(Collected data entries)
──────
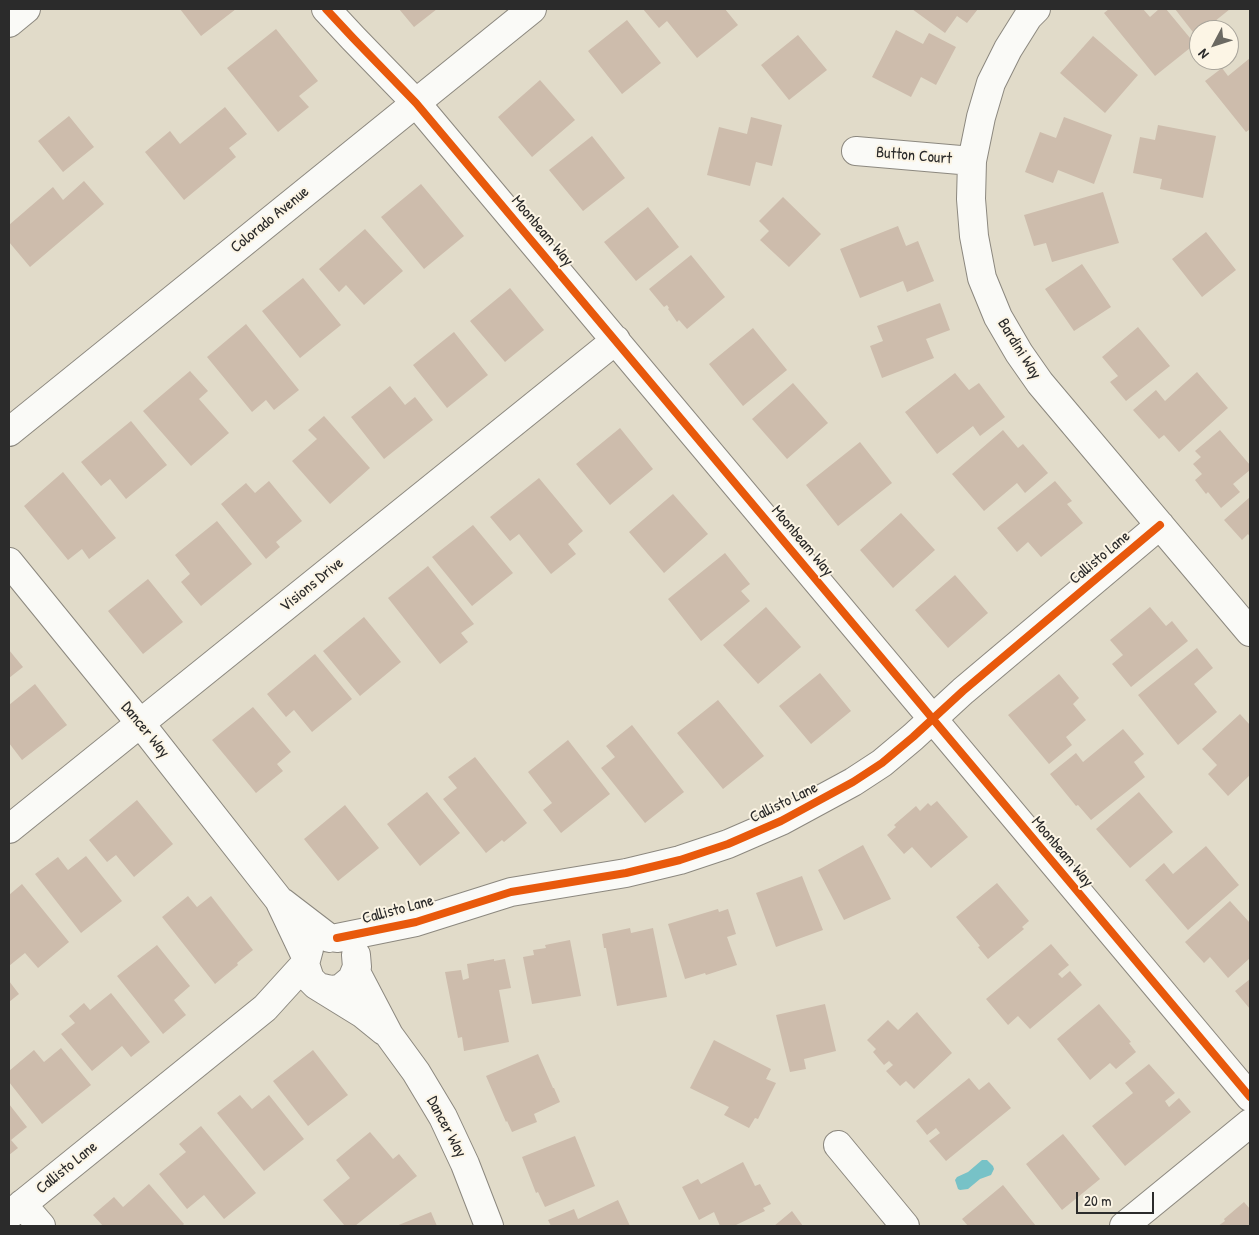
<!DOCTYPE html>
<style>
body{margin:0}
#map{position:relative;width:1259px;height:1235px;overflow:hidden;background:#e1dbc9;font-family:"Patrick Hand",sans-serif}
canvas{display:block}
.frame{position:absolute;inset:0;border:10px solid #2b2b2b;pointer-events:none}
.north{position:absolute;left:1189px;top:20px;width:50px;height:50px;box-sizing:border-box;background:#fcf5e5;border:1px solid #a8a49b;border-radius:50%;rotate:230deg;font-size:14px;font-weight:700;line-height:20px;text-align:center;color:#2b2b2b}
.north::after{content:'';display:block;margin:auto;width:18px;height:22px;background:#6b6962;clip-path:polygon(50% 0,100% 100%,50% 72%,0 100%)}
.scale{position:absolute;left:1076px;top:1192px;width:78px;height:22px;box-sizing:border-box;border:2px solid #2b2b2b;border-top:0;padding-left:6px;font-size:15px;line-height:18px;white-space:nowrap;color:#2b2b2b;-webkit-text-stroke:4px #fcf5e5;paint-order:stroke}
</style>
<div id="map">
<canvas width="1259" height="1235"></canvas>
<div class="frame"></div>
<div class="north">N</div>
<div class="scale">20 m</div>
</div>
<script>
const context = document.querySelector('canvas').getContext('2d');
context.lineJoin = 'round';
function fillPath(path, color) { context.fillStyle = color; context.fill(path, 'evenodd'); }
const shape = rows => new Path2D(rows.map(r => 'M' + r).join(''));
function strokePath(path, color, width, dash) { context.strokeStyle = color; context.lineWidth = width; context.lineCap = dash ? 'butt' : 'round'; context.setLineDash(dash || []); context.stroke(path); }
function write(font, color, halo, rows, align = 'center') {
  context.font = font + ' "Patrick Hand",sans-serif'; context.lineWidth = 4; context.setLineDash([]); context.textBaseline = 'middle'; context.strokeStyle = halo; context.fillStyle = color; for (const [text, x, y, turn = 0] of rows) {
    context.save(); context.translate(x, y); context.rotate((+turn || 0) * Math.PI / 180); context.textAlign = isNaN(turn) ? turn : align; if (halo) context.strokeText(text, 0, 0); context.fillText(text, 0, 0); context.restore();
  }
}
const water = shape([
 [982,1160,987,1160,993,1166,994,1169,991,1175,980,1179,968,1189,960,1190,958,1189,955,1180,957,1177,968,1172]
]);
const building = shape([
 [180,9,236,9,201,36],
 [399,9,437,9,414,27],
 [643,9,725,9,738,25,697,58,667,21,659,28],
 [912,9,978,9,967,23,957,16,945,33],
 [1109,9,1143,9,1150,17,1159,9,1166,9,1195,44,1155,76,1104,13],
 [1175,9,1230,9,1204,30,1199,30,1199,34,1196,36],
 [627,20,661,63,622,94,588,51],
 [276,29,318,81,299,96,309,107,278,132,227,68],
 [896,30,923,44,929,33,956,47,936,85,921,77,911,97,872,77],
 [798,35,827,70,789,100,761,65],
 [1093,36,1138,75,1105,113,1060,73],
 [1250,58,1250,129,1246,132,1205,81,1222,68,1228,76],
 [540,80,575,120,532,157,498,117],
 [225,107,247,134,229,148,236,157,184,200,145,152,170,131,180,144],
 [69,116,94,147,63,172,38,141],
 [751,117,782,125,772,166,756,162,750,186,707,175,719,127,747,134],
 [1064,117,1112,135,1094,184,1058,170,1053,183,1025,172,1040,132,1056,138],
 [1158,125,1216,136,1203,198,1160,189,1162,179,1133,173,1140,137,1155,140],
 [592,136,625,178,583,211,549,170],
 [84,181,104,204,30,267,9,242,9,225,53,187,63,200],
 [421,184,464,236,424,269,381,217],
 [1103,192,1119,243,1052,262,1046,243,1034,246,1024,215],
 [783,197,821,234,789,267,760,240,769,231,759,221],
 [648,207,679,247,636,281,604,242],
 [898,226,906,246,918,241,934,281,907,292,903,281,860,298,840,249],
 [365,229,403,271,364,305,346,285,339,292,319,269],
 [1206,232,1236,270,1202,297,1172,259],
 [691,255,725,297,687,329,679,320,677,322,668,309,669,308,667,305,664,307,649,289],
 [1082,264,1111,307,1074,331,1045,289],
 [303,278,341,325,300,358,262,311],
 [510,288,544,330,505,362,470,321],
 [940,303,950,330,926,339,934,358,882,378,870,346,883,341,877,326],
 [246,324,299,390,274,410,266,400,252,412,207,357],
 [1138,327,1170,366,1126,401,1110,382,1118,376,1102,357],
 [753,328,787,370,743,406,709,364],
 [454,332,488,375,447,408,413,365],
 [190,371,208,391,199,399,229,433,191,466,143,411],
 [1197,372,1228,408,1179,452,1164,435,1159,439,1133,410,1156,390,1165,401],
 [955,373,969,390,979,383,1005,417,980,436,973,426,937,454,905,412],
 [793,383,828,423,787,459,752,419],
 [390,386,405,405,415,397,433,420,384,459,351,417],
 [324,416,370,468,330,504,292,461,317,439,308,430],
 [131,421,167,465,126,499,110,479,101,486,81,462],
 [620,428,653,469,610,505,576,464],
 [1003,430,1018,448,1023,444,1048,473,1025,493,1017,483,984,511,952,474],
 [1220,430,1250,465,1250,470,1233,484,1240,492,1221,508,1208,492,1206,494,1195,480,1202,474,1193,464,1201,457,1195,451],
 [860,442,892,483,838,526,806,485],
 [63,472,116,538,89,559,82,549,68,560,24,506],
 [539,478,583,531,568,544,576,554,551,574,519,534,510,541,490,517],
 [269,481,302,521,276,542,280,547,266,559,221,504,246,483,255,493],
 [1055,481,1072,501,1067,504,1083,523,1041,557,1028,542,1017,552,997,528],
 [673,494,708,534,664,573,629,532],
 [1250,497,1250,537,1248,534,1242,540,1224,520],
 [901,513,935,550,893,588,860,550],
 [217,521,252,564,201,606,181,582,190,574,175,555],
 [473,525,513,573,472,606,432,557],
 [725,553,750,584,741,591,750,601,701,641,668,599],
 [428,566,474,624,461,633,468,642,440,664,388,598],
 [955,575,988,613,948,648,915,610],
 [148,579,183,622,143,654,108,611],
 [766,607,801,647,758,684,723,645],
 [1150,607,1166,626,1172,621,1188,641,1131,687,1112,664,1123,655,1110,640],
 [364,617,401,662,360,696,323,651],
 [1197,648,1213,668,1194,684,1217,712,1178,745,1138,695],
 [9,650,23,667,9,678],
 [315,654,352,699,312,732,294,710,286,717,267,694],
 [820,673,851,711,811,744,779,706],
 [1059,674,1079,698,1073,704,1086,720,1066,737,1072,745,1049,764,1008,715],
 [35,684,67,725,22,760,9,743,9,705],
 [718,700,764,756,723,789,677,733],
 [253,707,291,752,277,764,283,771,256,793,212,740],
 [1240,714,1250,725,1250,775,1228,796,1208,774,1217,765,1202,749],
 [632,725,684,792,645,823,601,768,615,757,606,746],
 [1123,729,1144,754,1134,762,1145,777,1091,820,1078,805,1076,806,1050,774,1076,753,1083,762],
 [568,740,610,794,561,833,543,810,552,803,528,772],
 [475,757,527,823,504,842,502,840,486,853,443,799,457,788,448,777],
 [427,792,460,833,420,866,387,824],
 [1139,792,1173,832,1130,868,1096,829],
 [137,800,173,844,134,877,116,855,107,862,89,840],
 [937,801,968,837,931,868,912,847,904,854,887,835,896,827,894,825,916,806,920,811,928,803,931,806],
 [345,805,379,848,338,881,304,839],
 [863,845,891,899,844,920,818,870],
 [1206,846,1239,885,1188,930,1145,880,1164,863,1173,874],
 [86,856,122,901,81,933,35,874,58,857,68,870],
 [802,876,823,930,776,947,756,893],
 [997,883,1029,921,1022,927,1024,929,988,959,978,947,980,946,956,917],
 [22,884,69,942,38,968,25,953,9,966,9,895],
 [188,896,197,907,211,896,253,950,237,963,238,965,215,984,162,917],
 [1230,901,1250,923,1250,958,1228,978,1210,957,1204,963,1185,942],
 [718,909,719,912,728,909,736,934,727,937,737,965,706,975,705,973,685,979,668,924],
 [630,928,631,933,653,928,667,997,617,1006,606,948,604,948,602,934],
 [570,940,581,996,532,1004,523,957,534,955,533,950,546,948,545,945],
 [1051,944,1069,965,1058,974,1062,978,1070,971,1082,985,1030,1029,1018,1016,1008,1025,986,999],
 [157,945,190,986,174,1000,186,1015,163,1034,117,976],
 [494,959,494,961,505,959,511,988,499,990,509,1042,464,1051,462,1037,458,1038,445,972,461,970,463,980,469,978,467,964],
 [1250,979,1250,1009,1235,991],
 [9,981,19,994,9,1002],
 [111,993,150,1042,131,1057,122,1046,92,1071,61,1034,75,1023,69,1016,84,1003,90,1010],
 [825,1004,836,1051,804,1059,806,1069,790,1072,776,1015],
 [1099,1004,1131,1042,1129,1043,1136,1052,1116,1069,1110,1063,1090,1080,1057,1039],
 [917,1012,952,1053,914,1089,906,1081,900,1086,886,1071,893,1065,889,1061,884,1065,873,1052,876,1049,867,1040,888,1020,898,1030],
 [714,1040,771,1069,766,1079,776,1083,758,1119,755,1118,749,1128,724,1115,729,1107,690,1088],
 [61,1048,91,1085,42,1124,9,1082,9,1071,34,1050,44,1062],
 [313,1050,348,1095,308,1126,273,1081],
 [538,1054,553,1088,554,1088,560,1102,534,1114,537,1122,512,1132,507,1121,506,1122,486,1076],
 [1149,1064,1175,1093,1165,1101,1169,1107,1179,1098,1191,1112,1125,1166,1092,1126,1133,1093,1125,1083],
 [969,1078,979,1090,989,1082,1011,1108,946,1161,929,1141,940,1133,936,1128,927,1135,916,1121],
 [240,1095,252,1109,269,1095,304,1139,264,1171,217,1113],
 [9,1104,27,1127,11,1140,18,1148,9,1155],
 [201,1126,256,1193,224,1219,204,1195,187,1209,159,1174,186,1152,179,1144],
 [370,1132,393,1159,399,1154,417,1176,355,1226,345,1226,323,1200,350,1178,336,1160],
 [1063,1134,1100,1179,1062,1210,1026,1164],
 [575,1136,595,1186,545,1207,538,1192,536,1193,522,1157],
 [743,1162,755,1186,760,1184,771,1204,763,1208,765,1211,734,1226,720,1226,714,1212,699,1220,682,1187,698,1179,701,1184],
 [149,1184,184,1224,182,1226,103,1226,93,1215,114,1197,123,1207],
 [1003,1185,1036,1226,968,1226,962,1219],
 [618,1200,630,1226,551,1226,548,1220,574,1209,578,1219],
 [1244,1202,1250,1209,1250,1226,1218,1226,1225,1221,1224,1219],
 [792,1211,803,1226,774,1226],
 [431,1212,437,1226,396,1226]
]);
const minor = shape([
 [326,9,353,38,416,103,1250,1097],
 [1036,9,1028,17,1008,49,991,83,981,117,972,161,971,199,974,236,982,278,998,317,1019,353,1040,383,1250,632],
 [9,23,26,9],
 [856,151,972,161],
 [9,432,532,9],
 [9,562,140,723,279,900,306,957],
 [9,829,616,340],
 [282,902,329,938],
 [337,938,416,922,511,892,626,873,680,860,728,844,781,821,853,782,882,763,913,737,963,691,1160,525],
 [309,949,305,964,310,979,316,985,363,1014,384,1031],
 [356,972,389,1035,416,1072,443,1117,465,1164,489,1226],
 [323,988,331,990,340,989,352,979,357,967,356,955],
 [838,1145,905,1226],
 [22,1204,41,1226],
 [9,1215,265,1008,305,964],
 [1124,1226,1250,1123]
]);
const cycleway = shape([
 [326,9,353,38,416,103,1250,1097],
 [337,938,416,922,511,892,626,873,680,860,728,844,781,821,853,782,882,763,913,737,963,691,1160,525]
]);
const streetNames = [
 ["Button Court",914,156,5],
 ["Colorado Avenue",270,220,-39],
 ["Moonbeam Way",542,231,50],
 ["Bardini Way",1019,349,58],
 ["Moonbeam Way",802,541,50],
 ["Callisto Lane",1100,558,-40],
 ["Visions Drive",312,585,-39],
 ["Dancer Way",145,730,51],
 ["Callisto Lane",784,803,-26],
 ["Moonbeam Way",1062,852,50],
 ["Callisto Lane",398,910,-15],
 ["Dancer Way",446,1127,62],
 ["Callisto Lane",67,1168,-39]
];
fillPath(water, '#77c2c7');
fillPath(building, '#cdbcac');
strokePath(minor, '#8c887f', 30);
strokePath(minor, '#fafaf7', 28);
strokePath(cycleway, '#e8590c', 8);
write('16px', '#2b2b2b', '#fcf5e5', streetNames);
</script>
──────
Total the lines in the records above that contain the string "canvas". Write only that total.

3